Stuff needed here: To add SOG, Demián will show how to do it Don’t input everything from Eric into database (way too much stuff) “gatekeeper” (Mike’s name) – program to control getting stuff into archive

PostgreSQL database does not follow UNIX philosophy, protects user from themselves

Can’t delete stuff accidently When make change, to name for example, propagates through whole database

Right click on Stations, show first 100 lines

Network_name station_name start_date end_date x y z Harpos_coeff_otl (Demián used grdtab in Gamit to get this info) lat lon ht

Can’t duplicate station codes within a network (can’t duplicate “primary key”)

I will need another network for GFZ (CAP and SAGA have a bunch of name conflicts in survey and continuous stations)

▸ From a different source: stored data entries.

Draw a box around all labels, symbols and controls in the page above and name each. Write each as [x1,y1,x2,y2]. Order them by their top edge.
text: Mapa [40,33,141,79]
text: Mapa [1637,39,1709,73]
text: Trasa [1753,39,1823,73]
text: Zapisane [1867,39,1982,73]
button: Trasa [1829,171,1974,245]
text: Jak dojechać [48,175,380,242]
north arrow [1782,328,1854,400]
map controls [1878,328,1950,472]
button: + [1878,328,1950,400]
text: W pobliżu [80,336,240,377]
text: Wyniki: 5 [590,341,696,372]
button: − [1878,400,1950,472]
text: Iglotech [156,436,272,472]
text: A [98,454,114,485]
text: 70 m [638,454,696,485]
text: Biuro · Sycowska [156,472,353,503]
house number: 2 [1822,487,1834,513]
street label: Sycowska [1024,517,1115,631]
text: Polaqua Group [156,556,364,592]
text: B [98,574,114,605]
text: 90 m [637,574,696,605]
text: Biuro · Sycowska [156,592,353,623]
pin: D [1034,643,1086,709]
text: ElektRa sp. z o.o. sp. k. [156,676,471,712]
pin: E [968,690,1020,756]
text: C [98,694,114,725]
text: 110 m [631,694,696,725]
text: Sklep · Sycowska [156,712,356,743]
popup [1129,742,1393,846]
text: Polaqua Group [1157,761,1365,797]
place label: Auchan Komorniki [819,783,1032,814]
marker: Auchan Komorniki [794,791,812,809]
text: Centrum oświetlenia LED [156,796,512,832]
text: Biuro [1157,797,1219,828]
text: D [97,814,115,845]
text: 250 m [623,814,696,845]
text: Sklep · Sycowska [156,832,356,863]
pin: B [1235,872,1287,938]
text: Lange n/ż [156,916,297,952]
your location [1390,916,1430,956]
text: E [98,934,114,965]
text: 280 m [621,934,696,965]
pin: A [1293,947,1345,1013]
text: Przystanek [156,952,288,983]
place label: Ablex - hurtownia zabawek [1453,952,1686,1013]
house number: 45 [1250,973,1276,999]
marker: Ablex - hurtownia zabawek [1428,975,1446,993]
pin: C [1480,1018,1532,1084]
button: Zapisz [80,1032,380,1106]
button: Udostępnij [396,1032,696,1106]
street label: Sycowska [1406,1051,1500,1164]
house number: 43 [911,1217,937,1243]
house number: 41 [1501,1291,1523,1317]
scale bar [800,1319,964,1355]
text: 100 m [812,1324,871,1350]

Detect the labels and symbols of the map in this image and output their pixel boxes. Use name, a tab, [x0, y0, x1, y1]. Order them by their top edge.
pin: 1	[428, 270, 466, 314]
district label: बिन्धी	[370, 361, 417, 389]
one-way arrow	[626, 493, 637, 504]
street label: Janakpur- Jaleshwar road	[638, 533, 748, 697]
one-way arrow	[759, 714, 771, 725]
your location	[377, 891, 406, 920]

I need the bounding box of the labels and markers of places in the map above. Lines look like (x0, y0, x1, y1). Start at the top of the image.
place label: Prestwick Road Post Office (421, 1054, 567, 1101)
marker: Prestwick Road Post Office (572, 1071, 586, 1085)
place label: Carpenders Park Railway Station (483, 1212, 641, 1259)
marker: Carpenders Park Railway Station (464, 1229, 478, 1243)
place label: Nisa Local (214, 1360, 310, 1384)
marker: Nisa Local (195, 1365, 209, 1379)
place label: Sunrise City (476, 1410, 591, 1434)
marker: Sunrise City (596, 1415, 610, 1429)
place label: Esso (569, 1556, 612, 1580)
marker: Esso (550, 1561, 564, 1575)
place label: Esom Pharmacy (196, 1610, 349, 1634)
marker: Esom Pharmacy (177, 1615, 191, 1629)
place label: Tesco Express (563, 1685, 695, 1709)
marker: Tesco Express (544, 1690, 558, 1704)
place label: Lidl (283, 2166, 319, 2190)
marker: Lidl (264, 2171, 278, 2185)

Example of network names – arg for Argentine CGPS and ars for Argentine Survey sites.

Station name field generally empty (did not want to type in)

Network codes are 3 characters, station codes are 4 characters.

The start and end times can be set automatically by program, ignore holes, is date of first bit to date of last.

To put new data in archive – gatekeeper, checks location of candidate against existing sites – if <100 away declares is the same. If already data from this station, network and code, in the database will save rinex in archive and update database. If no data from this station so far, will put station into ??? network.

Now rinex – have date metdata in various formats – YYMMDDD, YY.yy, start, end, etc.

Info from rinex hader? (to start?)

rinexextra – where multiple files go (duplicate names, multiple sampling intervals, multiple old ashtech files due to power failures, etc.)

database cannot handle repetitions of rinex files: 1 file/day/station different names does not fix problem (letting station in based on location, not file name). If has duplicate problem puts file in rinexextra. Will swap between archive and rinexextra such that one in archive is longer.

Have to clean up rinexextra by hand (does not get erased automatically)

stationinfo – metadata for files saved in rinex table. (is/from?) actual station.info file in database parsed into database.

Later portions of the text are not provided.